(Study material begins)

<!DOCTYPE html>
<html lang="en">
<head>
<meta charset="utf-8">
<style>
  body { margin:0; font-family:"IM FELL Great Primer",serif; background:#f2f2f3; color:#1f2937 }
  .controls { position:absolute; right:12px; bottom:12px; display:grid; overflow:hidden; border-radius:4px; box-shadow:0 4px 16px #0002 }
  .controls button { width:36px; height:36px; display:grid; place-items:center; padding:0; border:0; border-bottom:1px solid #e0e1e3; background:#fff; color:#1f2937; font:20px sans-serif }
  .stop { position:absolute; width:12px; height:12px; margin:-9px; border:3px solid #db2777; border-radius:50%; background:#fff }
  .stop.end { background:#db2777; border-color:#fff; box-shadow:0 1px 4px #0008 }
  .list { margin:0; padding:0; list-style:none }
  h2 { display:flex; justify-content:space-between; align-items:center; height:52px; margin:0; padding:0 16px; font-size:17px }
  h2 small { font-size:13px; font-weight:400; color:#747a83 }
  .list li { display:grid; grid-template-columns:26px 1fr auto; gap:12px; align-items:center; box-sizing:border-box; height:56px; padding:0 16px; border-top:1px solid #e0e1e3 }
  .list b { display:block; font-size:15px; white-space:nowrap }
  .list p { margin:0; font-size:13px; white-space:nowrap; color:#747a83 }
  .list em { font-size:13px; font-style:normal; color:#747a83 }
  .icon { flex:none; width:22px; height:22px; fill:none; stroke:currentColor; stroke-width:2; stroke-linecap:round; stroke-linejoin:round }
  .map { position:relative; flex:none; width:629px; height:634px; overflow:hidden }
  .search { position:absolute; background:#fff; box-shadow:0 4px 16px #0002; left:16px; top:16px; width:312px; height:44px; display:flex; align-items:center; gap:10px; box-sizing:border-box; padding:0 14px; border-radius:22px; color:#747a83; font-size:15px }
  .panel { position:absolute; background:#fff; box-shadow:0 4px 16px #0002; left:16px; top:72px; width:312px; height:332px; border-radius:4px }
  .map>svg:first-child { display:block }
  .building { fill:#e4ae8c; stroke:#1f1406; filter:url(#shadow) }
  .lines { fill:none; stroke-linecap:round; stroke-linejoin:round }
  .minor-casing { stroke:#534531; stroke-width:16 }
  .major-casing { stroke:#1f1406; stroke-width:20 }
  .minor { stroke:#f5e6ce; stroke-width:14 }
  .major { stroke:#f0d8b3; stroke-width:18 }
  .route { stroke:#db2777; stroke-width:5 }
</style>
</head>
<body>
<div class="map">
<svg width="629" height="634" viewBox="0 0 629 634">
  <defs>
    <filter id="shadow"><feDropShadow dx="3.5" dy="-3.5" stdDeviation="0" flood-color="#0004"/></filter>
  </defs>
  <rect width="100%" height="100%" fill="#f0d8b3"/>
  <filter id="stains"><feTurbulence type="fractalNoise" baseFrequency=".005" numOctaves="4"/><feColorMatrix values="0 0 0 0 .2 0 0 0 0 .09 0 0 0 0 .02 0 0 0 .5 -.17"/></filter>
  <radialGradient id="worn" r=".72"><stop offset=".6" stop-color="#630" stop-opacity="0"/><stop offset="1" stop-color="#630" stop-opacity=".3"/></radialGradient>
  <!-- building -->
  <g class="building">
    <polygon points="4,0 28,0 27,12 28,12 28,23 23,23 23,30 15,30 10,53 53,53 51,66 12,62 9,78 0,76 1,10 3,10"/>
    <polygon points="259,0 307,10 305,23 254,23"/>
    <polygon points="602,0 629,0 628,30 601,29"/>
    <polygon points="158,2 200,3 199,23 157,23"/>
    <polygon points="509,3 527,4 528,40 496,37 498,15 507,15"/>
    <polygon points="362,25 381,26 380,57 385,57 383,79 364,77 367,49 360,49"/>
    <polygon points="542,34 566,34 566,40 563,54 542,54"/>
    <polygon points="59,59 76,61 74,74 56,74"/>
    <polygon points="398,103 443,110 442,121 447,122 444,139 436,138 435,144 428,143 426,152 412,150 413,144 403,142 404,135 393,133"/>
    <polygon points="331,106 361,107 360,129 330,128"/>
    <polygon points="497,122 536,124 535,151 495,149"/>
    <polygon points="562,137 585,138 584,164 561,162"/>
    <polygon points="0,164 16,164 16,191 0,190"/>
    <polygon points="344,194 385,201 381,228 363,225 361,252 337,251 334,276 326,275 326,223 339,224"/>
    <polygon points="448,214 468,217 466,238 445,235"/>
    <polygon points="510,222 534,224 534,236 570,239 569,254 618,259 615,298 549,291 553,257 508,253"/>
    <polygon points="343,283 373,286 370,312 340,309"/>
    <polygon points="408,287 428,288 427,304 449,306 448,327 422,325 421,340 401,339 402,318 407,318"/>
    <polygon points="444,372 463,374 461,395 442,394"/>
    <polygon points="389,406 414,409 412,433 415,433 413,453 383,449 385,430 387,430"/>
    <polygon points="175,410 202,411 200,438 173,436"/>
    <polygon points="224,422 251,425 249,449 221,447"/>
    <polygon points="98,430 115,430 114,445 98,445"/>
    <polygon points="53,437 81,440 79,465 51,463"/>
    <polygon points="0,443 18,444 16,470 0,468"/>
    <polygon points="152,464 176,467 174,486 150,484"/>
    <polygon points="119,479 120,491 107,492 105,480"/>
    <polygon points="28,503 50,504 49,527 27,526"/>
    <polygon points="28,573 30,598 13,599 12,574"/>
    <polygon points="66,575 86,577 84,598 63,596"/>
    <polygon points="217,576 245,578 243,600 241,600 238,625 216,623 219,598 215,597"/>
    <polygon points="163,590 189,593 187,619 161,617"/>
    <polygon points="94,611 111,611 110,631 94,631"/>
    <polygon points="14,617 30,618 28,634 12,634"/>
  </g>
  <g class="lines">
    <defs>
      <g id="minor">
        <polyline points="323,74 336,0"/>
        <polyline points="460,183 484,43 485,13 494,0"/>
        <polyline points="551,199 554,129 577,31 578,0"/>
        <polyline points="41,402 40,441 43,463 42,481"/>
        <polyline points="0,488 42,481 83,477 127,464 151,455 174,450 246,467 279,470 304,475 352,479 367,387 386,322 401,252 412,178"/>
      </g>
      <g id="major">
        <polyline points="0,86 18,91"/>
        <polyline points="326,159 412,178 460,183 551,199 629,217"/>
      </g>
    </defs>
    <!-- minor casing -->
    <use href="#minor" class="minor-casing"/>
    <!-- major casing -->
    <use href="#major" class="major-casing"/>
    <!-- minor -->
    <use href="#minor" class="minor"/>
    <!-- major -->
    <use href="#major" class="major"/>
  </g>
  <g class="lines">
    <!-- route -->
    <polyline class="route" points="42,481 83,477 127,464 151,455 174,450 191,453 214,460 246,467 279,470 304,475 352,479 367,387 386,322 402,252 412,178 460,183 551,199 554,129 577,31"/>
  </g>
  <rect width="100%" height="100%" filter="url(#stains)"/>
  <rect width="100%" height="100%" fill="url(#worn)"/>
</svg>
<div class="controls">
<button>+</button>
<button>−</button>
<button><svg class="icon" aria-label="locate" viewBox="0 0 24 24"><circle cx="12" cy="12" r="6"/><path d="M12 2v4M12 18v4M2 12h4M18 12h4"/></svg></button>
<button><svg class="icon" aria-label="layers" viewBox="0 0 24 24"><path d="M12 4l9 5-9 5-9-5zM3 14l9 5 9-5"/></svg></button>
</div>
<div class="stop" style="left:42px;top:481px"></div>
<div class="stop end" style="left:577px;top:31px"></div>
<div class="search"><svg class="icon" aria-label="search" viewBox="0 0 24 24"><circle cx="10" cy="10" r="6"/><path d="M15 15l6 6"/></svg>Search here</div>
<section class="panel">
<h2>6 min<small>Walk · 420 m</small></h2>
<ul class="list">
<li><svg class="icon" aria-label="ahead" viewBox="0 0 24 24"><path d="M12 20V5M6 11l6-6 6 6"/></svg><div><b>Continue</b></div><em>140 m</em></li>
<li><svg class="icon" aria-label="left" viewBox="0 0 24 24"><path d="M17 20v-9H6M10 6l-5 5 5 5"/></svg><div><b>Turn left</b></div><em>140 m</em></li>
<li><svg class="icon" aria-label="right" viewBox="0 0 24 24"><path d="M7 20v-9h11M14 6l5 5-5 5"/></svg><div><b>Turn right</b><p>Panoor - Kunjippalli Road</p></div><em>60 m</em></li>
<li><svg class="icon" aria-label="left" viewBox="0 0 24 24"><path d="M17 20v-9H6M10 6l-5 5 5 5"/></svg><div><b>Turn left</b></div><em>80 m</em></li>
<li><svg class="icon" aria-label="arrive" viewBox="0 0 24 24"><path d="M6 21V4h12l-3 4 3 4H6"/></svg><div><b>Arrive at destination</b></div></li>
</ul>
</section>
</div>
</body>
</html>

(Study material ends)

__About this task__. Word for word, reproduce the lines of the listing from the first one through the line containing "position:absolute; width:12px; height:12px;", and no more.

__Task output__.
<!DOCTYPE html>
<html lang="en">
<head>
<meta charset="utf-8">
<style>
  body { margin:0; font-family:"IM FELL Great Primer",serif; background:#f2f2f3; color:#1f2937 }
  .controls { position:absolute; right:12px; bottom:12px; display:grid; overflow:hidden; border-radius:4px; box-shadow:0 4px 16px #0002 }
  .controls button { width:36px; height:36px; display:grid; place-items:center; padding:0; border:0; border-bottom:1px solid #e0e1e3; background:#fff; color:#1f2937; font:20px sans-serif }
  .stop { position:absolute; width:12px; height:12px; margin:-9px; border:3px solid #db2777; border-radius:50%; background:#fff }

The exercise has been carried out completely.